→ **Directions for this task**: Copy out all lines of the records in which the word "labels" appears.

:: Given entries

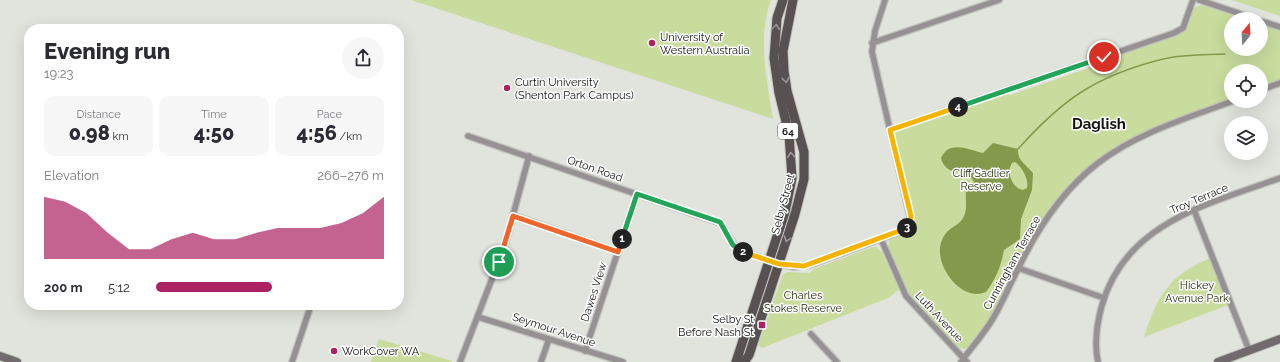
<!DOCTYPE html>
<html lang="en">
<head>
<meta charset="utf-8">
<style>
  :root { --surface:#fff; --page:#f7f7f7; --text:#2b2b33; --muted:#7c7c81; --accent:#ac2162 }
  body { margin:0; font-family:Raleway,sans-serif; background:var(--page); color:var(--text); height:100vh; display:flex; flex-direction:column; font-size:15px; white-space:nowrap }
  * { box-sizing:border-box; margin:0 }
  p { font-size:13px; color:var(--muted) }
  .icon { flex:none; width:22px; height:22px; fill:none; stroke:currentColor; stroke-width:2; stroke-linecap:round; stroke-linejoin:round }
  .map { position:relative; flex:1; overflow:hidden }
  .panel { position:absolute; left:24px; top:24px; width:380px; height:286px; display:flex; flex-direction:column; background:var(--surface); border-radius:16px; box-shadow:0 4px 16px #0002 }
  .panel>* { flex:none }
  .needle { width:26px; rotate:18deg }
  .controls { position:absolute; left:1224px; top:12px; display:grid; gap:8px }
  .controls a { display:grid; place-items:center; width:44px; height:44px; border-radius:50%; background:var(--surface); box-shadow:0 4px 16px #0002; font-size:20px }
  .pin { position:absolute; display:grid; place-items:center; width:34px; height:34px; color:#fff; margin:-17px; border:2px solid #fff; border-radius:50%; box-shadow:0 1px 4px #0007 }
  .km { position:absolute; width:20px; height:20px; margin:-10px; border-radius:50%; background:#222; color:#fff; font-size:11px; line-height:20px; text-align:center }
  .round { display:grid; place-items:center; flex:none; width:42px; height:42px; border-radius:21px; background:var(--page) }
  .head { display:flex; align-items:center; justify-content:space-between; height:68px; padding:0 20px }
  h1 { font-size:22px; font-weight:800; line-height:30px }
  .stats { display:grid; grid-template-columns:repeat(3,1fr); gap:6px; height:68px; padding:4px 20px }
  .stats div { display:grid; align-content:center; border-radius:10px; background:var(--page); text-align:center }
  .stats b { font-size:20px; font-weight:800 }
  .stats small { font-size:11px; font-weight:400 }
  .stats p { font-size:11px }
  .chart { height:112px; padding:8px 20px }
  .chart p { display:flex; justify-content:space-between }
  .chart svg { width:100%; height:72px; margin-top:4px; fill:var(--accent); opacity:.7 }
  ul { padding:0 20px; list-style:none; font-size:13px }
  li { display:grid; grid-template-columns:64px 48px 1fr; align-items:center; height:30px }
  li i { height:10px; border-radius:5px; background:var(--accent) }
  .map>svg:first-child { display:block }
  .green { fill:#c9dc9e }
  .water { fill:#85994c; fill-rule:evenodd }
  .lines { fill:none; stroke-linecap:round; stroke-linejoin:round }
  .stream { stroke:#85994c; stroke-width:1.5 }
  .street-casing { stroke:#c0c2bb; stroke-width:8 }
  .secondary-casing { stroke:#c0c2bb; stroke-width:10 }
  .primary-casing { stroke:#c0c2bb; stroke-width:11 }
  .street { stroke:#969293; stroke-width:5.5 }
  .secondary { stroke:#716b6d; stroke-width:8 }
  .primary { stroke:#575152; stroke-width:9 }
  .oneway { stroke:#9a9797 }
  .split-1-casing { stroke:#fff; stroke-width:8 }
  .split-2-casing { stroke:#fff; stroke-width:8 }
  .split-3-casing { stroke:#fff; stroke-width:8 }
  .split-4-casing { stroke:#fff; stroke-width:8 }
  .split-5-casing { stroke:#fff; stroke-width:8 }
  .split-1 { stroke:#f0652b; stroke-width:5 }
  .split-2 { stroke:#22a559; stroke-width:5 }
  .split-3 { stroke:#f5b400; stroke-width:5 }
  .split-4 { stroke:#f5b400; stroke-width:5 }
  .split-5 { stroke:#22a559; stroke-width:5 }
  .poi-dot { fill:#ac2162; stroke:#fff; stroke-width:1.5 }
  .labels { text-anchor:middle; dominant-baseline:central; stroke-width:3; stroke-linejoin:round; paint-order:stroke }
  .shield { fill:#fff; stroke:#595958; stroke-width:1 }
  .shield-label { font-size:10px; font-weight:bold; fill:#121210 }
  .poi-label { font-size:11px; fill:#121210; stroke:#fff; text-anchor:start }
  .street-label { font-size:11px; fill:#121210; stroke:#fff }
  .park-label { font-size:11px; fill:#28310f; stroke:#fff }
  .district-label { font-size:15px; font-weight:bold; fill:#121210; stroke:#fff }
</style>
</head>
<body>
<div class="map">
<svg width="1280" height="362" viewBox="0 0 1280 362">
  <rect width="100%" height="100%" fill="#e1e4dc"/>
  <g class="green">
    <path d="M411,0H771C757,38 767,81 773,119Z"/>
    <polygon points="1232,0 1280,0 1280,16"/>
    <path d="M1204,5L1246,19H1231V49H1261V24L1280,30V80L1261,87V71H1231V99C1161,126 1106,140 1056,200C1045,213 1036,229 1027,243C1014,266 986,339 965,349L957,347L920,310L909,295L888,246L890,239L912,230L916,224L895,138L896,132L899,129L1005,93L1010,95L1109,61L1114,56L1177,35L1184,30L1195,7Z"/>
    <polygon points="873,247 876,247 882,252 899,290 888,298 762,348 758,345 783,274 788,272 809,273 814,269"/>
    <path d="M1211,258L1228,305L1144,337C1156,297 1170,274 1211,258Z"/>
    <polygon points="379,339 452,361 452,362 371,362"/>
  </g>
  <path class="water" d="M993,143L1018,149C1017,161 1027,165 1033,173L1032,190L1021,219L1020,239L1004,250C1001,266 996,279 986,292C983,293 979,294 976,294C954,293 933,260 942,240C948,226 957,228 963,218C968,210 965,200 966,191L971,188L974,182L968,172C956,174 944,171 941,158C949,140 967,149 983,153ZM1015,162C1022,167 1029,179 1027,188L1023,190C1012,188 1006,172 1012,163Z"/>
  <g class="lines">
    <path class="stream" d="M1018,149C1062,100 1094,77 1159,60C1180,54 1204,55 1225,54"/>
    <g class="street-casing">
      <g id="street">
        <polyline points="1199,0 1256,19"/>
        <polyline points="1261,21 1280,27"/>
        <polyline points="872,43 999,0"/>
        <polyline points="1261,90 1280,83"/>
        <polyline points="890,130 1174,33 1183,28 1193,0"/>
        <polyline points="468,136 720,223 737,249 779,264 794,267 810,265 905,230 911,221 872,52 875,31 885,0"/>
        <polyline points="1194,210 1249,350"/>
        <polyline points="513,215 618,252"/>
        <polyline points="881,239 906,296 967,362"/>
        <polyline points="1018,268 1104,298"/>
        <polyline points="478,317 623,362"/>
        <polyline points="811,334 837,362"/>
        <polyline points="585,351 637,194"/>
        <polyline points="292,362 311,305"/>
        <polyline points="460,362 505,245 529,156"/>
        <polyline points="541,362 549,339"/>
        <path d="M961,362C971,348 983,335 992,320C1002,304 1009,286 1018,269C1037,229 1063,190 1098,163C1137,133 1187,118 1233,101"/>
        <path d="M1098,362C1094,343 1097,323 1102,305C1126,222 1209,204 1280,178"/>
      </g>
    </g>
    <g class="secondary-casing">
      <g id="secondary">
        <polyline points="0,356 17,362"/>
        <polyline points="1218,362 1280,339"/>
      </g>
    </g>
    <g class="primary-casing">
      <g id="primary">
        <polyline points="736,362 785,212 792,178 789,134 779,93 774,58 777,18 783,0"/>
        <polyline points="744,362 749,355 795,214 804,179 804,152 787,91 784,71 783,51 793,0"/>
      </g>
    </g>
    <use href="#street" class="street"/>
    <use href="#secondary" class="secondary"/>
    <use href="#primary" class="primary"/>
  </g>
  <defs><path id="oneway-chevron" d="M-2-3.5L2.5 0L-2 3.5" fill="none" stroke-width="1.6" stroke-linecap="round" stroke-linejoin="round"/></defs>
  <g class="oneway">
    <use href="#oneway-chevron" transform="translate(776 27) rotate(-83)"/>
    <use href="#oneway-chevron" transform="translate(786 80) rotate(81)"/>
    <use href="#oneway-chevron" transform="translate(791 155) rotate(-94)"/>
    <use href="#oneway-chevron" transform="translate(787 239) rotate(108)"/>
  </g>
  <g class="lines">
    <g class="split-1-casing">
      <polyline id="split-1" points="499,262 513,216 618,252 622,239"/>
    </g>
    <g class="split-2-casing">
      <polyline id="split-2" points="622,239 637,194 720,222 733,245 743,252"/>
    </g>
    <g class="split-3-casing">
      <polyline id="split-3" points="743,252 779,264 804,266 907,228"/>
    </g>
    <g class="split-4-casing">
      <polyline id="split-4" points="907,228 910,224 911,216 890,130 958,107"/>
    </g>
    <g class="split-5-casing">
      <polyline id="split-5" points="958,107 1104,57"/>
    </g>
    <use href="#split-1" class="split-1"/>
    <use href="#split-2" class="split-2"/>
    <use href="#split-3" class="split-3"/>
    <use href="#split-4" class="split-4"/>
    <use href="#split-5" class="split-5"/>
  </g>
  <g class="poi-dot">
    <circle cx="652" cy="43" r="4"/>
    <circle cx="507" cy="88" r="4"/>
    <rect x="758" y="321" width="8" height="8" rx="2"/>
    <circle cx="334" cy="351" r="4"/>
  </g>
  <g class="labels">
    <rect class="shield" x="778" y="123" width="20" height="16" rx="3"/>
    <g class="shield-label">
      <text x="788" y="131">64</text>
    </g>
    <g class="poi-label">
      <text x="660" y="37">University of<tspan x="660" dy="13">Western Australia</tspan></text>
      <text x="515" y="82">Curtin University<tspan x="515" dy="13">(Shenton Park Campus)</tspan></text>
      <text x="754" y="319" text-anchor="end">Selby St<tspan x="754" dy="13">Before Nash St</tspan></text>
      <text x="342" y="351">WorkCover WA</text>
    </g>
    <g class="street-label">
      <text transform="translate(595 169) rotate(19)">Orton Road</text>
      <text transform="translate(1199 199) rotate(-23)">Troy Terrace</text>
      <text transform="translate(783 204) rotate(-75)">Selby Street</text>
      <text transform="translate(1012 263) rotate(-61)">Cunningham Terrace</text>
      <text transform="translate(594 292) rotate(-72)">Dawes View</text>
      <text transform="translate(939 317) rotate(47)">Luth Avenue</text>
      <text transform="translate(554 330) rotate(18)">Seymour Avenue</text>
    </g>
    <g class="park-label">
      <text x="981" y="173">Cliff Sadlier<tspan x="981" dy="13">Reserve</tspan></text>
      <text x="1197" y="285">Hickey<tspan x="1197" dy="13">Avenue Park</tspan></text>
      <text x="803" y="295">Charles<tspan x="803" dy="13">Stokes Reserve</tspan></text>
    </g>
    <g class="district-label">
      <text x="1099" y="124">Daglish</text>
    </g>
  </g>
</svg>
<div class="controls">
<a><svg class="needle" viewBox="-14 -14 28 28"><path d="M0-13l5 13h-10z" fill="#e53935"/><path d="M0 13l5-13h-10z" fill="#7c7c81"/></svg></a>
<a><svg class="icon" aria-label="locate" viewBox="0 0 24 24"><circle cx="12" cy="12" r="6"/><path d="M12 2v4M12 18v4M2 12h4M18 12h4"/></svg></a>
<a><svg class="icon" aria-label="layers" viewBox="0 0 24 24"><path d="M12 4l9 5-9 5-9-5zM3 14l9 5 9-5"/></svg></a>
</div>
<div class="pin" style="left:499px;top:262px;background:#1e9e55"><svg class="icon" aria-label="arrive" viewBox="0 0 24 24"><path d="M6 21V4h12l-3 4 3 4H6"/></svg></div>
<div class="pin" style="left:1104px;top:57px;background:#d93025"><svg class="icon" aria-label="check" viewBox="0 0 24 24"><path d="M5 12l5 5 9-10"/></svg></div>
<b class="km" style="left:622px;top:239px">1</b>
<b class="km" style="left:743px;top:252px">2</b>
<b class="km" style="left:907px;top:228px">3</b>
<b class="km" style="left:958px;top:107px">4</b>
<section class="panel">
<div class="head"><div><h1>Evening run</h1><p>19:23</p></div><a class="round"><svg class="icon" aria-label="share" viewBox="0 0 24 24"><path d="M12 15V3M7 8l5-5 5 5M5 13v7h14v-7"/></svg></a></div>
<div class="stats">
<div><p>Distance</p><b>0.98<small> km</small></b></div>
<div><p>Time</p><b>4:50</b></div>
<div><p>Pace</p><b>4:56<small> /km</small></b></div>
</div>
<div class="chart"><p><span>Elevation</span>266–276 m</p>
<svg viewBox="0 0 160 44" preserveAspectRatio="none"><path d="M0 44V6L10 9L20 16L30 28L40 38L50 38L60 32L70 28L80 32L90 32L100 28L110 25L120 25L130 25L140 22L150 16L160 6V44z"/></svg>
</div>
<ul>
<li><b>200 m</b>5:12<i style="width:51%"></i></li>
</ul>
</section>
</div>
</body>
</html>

::::

→ **Answer to the problem**:
  .labels { text-anchor:middle; dominant-baseline:central; stroke-width:3; stroke-linejoin:round; paint-order:stroke }
  <g class="labels">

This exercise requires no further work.